● REQUIRED WORK:
Transcribe, word for word and without additions, each line below from the one containing "ctx.strokeStyle = color;" through the one containing "ctx.textBaseline = 'middle';", both ends included.

● DATA TO USE:
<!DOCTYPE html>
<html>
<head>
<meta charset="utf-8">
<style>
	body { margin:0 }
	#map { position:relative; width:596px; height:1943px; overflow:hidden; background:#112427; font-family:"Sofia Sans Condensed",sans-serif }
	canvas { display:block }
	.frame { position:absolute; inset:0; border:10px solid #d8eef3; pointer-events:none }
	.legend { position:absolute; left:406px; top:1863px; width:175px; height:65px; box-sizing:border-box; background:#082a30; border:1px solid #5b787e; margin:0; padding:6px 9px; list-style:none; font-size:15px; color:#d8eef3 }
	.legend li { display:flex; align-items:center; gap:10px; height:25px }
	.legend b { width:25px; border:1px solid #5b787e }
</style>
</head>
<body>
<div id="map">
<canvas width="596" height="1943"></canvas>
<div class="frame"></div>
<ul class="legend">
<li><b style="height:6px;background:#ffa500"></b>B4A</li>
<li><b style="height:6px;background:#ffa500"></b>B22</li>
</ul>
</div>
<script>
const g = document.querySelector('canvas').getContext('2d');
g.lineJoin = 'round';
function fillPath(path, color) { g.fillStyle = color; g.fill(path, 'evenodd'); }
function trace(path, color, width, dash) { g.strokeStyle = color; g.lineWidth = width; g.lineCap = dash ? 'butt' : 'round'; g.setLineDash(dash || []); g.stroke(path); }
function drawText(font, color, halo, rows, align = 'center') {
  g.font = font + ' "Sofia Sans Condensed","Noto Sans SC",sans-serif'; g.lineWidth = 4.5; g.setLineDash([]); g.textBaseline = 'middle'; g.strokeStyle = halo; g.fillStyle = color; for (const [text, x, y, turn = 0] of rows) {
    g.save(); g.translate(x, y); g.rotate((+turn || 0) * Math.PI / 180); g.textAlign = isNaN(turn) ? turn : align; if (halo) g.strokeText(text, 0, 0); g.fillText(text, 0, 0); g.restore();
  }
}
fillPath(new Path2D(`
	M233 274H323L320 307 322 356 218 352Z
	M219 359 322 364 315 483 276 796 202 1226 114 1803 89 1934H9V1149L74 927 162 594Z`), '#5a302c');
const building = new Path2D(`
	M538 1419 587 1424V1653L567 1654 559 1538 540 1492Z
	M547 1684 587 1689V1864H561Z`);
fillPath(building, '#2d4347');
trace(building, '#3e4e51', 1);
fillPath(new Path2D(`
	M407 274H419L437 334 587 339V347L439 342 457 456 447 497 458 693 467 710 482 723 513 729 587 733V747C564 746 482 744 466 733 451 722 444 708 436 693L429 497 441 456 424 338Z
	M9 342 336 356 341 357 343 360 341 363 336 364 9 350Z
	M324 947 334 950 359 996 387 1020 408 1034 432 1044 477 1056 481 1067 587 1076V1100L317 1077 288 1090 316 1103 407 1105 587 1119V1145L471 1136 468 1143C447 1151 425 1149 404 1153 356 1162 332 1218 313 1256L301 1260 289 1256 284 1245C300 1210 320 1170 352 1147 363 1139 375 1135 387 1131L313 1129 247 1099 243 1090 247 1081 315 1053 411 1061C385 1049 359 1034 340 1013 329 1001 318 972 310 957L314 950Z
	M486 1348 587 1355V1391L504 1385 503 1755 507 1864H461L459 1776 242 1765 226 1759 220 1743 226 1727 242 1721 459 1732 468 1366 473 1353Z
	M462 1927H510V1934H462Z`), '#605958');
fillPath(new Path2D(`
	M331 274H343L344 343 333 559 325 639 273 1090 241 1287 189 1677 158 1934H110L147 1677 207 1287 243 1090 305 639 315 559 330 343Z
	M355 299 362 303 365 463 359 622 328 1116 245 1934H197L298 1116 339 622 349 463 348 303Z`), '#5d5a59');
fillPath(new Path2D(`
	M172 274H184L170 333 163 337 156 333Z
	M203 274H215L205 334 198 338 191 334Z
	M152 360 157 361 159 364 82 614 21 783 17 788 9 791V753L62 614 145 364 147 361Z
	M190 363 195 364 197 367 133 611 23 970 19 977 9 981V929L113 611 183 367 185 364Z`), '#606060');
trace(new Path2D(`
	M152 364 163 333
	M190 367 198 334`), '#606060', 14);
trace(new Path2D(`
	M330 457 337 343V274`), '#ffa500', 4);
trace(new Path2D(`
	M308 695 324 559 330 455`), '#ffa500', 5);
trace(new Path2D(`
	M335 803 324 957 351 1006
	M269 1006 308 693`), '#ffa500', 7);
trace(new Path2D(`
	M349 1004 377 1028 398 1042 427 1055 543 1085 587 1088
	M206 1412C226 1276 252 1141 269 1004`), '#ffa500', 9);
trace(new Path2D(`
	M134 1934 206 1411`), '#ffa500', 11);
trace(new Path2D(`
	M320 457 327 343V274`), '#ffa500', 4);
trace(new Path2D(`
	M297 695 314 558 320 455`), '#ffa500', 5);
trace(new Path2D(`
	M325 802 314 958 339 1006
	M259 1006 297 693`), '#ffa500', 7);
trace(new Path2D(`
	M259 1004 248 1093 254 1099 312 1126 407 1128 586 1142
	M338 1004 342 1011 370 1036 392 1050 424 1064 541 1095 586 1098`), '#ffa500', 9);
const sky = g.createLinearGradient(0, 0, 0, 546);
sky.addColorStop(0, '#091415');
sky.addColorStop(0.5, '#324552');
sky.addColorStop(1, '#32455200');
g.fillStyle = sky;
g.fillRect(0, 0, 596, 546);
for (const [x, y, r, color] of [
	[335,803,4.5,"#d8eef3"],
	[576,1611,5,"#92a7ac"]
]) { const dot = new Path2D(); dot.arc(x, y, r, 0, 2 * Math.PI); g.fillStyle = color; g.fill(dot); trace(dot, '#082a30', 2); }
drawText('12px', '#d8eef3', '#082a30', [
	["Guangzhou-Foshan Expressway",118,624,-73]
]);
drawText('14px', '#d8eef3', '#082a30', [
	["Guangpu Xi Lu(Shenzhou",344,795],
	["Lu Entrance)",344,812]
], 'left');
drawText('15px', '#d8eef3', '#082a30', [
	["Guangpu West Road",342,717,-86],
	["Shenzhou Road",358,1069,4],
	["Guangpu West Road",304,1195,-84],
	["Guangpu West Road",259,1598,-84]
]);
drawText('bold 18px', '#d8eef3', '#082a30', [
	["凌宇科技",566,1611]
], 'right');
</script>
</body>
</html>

...

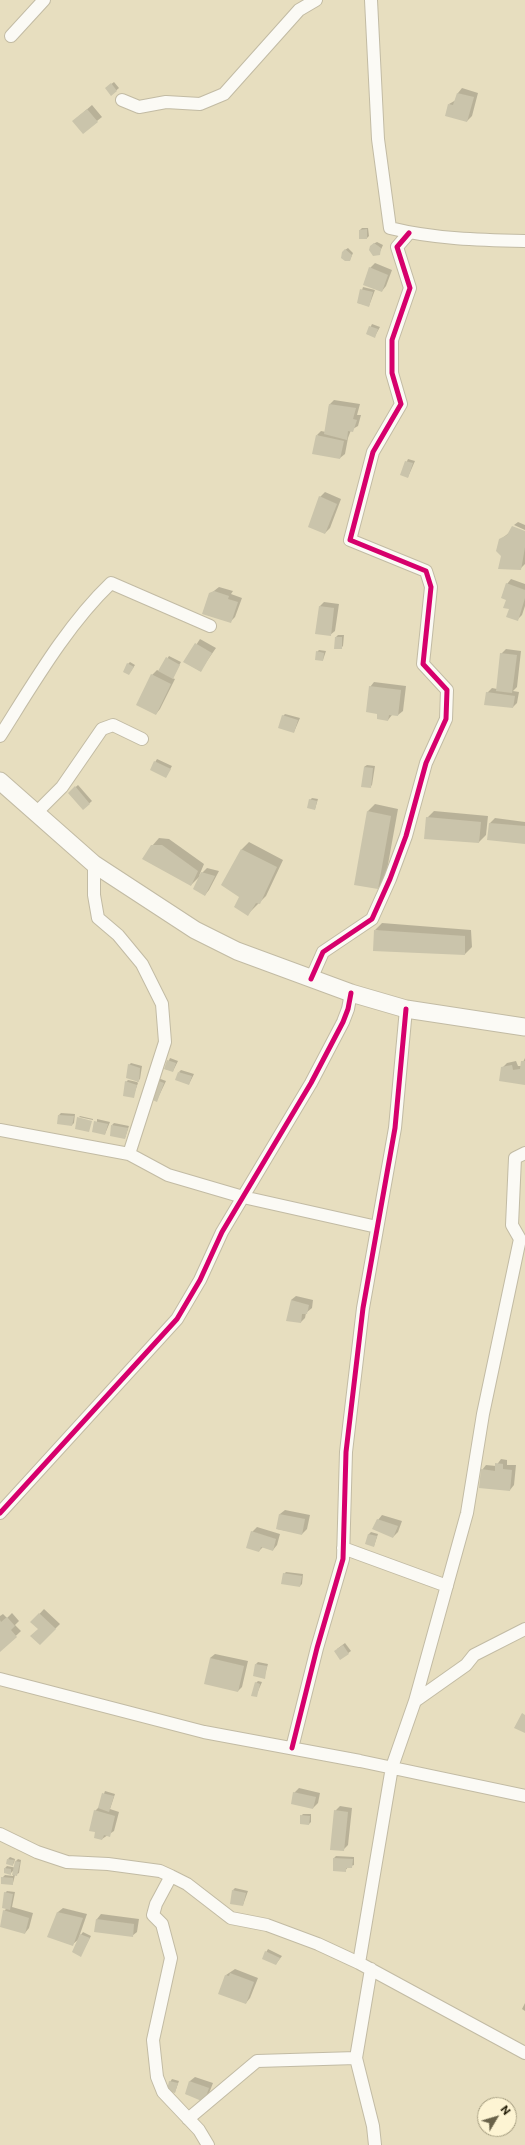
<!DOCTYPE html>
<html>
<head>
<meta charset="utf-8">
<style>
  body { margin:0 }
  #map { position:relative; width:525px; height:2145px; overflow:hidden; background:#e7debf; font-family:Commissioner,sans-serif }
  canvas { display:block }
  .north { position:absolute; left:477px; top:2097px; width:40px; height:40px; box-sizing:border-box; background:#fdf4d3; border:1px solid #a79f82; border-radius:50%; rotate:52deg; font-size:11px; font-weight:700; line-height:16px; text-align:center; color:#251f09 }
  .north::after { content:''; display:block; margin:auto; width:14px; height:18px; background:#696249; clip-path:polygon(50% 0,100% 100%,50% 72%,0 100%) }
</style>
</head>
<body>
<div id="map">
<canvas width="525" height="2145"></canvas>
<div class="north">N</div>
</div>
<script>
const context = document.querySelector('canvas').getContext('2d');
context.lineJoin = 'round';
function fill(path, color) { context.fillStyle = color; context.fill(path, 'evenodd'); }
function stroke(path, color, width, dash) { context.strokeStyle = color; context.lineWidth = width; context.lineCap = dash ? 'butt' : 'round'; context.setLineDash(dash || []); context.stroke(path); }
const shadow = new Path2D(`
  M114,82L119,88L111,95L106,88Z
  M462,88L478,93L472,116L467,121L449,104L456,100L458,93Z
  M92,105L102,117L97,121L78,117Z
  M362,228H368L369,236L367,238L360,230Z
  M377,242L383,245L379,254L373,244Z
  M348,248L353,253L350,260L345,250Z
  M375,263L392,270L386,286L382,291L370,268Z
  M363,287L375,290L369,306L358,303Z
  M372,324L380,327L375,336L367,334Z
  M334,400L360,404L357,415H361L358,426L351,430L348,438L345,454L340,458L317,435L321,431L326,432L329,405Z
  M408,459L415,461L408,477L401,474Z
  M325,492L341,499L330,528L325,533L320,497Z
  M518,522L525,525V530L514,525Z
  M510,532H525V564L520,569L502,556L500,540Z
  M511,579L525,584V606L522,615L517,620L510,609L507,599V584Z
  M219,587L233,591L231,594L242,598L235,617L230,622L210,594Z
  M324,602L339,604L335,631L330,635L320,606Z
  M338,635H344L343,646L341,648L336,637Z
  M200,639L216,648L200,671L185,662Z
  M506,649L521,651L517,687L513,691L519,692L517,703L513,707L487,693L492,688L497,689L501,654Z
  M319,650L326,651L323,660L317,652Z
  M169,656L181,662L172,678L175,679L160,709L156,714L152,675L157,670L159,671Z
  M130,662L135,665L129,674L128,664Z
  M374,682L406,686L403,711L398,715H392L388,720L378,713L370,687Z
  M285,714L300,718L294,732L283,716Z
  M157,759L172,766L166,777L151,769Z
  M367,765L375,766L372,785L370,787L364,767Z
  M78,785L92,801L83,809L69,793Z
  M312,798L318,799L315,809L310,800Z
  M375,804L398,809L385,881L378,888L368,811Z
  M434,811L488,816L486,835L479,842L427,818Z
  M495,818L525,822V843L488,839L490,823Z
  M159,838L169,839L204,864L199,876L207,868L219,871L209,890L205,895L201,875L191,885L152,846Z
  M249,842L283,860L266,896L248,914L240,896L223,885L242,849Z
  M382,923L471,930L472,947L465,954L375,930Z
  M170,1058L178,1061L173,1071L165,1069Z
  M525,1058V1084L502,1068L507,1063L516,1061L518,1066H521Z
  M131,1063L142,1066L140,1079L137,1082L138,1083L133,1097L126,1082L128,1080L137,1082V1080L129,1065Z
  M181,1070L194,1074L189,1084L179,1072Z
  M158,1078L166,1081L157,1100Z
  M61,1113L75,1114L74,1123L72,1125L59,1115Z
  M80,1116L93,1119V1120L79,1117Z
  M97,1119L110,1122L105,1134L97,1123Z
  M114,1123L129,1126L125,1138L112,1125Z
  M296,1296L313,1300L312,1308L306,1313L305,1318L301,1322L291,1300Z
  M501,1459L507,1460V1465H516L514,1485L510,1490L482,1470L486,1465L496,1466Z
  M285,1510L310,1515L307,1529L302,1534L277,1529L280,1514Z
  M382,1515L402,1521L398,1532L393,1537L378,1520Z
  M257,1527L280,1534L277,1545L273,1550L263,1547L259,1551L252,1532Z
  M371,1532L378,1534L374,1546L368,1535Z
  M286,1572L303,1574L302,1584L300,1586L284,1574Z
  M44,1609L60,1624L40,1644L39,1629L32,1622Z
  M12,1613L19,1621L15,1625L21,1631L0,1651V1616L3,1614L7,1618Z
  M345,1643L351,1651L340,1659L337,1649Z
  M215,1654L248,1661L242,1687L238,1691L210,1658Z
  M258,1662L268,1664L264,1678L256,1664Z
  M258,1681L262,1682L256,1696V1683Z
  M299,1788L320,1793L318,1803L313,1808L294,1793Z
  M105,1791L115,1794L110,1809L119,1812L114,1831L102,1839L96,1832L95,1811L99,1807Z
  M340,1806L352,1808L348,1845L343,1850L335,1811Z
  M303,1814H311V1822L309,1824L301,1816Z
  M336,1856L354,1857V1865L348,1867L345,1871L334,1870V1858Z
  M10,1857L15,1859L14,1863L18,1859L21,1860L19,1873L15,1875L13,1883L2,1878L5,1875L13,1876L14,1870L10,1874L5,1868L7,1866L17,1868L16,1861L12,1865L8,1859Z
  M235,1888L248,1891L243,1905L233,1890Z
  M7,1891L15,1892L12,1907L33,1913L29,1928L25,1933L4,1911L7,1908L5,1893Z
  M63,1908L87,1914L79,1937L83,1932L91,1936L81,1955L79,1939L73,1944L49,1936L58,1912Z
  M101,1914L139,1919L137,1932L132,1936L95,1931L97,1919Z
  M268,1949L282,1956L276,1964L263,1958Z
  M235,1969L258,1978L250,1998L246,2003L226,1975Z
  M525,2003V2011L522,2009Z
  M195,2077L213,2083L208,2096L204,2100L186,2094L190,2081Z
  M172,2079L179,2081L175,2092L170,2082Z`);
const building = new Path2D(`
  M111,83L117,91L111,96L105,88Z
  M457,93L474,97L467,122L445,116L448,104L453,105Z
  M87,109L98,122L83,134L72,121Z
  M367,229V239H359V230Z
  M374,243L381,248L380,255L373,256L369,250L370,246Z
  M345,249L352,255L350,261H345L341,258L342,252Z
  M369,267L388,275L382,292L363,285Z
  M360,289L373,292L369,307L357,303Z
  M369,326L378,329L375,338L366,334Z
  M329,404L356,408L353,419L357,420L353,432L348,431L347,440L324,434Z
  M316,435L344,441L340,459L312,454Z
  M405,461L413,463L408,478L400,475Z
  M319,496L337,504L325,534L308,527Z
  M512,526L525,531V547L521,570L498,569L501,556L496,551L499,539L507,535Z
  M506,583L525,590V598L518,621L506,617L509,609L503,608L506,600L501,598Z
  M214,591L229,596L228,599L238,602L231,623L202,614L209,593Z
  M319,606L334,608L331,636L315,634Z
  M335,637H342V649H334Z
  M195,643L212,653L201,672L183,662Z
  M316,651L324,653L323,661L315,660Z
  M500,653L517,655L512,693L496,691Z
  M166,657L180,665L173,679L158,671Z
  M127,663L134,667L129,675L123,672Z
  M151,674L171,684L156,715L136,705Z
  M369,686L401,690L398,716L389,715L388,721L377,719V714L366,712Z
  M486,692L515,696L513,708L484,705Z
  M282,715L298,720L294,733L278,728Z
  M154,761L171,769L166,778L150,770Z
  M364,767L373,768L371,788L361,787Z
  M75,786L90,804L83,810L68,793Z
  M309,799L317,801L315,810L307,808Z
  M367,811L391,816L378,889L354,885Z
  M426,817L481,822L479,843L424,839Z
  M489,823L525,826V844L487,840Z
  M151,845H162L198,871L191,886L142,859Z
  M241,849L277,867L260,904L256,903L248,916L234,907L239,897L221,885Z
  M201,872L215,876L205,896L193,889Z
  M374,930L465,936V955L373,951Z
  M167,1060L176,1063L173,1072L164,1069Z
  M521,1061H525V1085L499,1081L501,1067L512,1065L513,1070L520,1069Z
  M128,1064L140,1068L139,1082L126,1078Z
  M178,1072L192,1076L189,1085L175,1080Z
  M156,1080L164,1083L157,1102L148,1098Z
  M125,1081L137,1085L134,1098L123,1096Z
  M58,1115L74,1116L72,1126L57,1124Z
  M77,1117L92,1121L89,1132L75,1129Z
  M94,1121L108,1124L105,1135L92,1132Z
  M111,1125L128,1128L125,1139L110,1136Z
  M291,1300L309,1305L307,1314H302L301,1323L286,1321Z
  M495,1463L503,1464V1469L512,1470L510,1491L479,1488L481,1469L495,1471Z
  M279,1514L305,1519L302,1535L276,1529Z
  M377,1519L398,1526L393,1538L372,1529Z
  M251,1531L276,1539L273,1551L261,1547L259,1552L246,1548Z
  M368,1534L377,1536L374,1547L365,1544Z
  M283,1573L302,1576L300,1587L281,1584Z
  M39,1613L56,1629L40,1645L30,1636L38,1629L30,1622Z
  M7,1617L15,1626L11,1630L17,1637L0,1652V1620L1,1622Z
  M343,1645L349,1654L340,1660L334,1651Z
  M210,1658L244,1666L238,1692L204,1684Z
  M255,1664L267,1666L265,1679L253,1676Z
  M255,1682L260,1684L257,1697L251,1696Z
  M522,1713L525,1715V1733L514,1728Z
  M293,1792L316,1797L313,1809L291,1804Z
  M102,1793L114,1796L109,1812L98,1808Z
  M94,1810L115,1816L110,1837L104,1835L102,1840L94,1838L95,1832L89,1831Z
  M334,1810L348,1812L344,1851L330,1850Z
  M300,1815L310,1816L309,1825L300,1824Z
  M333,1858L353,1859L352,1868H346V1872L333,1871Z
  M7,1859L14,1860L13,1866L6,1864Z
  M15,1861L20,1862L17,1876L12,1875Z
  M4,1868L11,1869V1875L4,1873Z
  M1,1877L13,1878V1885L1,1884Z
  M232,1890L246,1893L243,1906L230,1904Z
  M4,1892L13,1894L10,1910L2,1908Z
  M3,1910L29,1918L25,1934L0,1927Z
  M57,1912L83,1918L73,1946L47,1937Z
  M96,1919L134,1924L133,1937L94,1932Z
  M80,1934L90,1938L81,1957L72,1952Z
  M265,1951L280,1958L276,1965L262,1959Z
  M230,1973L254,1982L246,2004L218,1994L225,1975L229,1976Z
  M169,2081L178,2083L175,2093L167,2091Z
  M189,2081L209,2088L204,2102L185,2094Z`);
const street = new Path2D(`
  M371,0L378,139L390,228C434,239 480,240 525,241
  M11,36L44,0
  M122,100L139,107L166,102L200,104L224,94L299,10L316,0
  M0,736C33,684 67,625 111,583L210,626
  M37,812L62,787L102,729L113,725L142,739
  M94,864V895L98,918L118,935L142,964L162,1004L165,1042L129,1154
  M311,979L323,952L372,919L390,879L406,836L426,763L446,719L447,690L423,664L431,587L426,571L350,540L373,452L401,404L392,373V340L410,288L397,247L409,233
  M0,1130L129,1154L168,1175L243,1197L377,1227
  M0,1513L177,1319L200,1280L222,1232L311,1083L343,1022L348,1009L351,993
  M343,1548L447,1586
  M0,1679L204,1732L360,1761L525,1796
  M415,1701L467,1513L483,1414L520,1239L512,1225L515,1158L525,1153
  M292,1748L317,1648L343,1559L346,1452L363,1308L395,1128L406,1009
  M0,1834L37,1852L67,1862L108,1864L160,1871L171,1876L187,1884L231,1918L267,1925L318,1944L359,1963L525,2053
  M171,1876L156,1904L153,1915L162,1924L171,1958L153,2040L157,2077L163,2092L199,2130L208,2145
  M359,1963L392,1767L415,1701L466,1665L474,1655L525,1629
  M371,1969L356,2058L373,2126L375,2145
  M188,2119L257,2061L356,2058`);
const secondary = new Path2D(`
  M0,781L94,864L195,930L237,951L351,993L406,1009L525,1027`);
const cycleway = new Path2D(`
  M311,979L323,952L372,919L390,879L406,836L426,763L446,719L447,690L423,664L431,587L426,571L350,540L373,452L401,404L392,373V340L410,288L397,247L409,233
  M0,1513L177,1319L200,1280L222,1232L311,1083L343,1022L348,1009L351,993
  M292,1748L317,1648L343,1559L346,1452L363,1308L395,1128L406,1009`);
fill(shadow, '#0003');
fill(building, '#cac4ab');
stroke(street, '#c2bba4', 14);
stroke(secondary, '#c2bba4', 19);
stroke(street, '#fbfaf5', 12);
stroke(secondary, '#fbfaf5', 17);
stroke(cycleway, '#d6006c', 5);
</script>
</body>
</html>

...

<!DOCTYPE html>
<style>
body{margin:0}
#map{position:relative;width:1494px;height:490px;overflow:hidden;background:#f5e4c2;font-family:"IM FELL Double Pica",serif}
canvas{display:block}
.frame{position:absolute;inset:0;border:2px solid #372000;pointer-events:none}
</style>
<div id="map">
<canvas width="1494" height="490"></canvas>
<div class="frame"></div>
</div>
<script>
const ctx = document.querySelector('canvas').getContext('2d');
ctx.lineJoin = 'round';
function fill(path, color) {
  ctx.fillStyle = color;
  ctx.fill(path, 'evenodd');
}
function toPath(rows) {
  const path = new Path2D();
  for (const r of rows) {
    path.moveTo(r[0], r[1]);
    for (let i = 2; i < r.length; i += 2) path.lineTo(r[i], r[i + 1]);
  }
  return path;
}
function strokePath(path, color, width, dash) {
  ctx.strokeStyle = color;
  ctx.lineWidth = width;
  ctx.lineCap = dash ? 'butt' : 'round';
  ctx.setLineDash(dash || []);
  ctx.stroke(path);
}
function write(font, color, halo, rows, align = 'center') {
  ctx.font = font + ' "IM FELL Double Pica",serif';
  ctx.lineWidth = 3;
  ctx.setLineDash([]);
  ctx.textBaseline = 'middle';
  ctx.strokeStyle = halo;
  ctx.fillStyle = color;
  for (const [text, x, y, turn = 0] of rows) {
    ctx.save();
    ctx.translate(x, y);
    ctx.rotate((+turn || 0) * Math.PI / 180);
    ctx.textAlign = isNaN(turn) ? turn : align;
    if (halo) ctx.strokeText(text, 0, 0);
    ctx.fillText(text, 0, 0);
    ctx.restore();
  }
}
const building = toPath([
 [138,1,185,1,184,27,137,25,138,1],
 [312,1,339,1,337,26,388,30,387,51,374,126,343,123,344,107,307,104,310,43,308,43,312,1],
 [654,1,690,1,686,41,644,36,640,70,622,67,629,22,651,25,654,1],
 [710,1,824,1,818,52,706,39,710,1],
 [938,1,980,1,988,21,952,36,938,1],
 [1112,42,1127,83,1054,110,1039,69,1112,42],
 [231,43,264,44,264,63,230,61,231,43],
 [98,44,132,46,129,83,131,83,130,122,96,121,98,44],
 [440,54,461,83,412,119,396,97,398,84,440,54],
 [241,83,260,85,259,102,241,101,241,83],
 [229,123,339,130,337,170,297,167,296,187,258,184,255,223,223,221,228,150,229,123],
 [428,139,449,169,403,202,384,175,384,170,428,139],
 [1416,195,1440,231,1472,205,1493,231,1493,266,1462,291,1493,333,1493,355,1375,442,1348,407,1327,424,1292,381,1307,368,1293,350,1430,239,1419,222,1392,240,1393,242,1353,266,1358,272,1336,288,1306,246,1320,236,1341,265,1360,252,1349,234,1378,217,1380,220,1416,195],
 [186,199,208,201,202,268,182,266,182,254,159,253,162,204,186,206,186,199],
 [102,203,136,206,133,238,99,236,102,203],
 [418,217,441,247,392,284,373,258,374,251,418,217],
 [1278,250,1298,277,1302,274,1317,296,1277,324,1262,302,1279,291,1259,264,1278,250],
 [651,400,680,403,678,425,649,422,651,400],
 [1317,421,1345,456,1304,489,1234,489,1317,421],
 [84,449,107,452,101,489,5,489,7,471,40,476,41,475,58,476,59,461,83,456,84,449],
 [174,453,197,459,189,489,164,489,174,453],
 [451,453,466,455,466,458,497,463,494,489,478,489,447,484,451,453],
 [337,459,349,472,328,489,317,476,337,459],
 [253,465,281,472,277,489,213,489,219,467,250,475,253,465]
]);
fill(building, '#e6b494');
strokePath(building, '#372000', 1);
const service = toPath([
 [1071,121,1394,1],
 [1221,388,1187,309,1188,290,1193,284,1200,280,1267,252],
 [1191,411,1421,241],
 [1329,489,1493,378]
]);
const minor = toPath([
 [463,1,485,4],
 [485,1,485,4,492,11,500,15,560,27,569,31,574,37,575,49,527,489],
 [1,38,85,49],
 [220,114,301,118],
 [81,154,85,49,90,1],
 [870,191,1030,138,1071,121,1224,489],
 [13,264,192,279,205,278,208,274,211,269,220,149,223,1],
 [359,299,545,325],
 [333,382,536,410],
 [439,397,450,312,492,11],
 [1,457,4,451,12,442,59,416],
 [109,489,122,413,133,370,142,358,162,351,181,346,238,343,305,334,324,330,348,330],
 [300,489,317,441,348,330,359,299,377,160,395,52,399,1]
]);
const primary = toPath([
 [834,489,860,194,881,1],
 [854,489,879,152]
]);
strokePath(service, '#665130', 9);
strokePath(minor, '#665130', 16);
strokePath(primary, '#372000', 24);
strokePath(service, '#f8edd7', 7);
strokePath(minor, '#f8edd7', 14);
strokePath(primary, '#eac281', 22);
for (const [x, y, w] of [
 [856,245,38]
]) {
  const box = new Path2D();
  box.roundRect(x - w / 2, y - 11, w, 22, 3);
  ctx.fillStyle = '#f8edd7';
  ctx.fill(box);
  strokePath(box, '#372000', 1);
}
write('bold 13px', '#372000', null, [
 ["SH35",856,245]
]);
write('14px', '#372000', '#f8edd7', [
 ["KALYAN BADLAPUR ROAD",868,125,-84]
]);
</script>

● EXERCISE OUTPUT:
  ctx.strokeStyle = color;
  ctx.lineWidth = width;
  ctx.lineCap = dash ? 'butt' : 'round';
  ctx.setLineDash(dash || []);
  ctx.stroke(path);
}
function write(font, color, halo, rows, align = 'center') {
  ctx.font = font + ' "IM FELL Double Pica",serif';
  ctx.lineWidth = 3;
  ctx.setLineDash([]);
  ctx.textBaseline = 'middle';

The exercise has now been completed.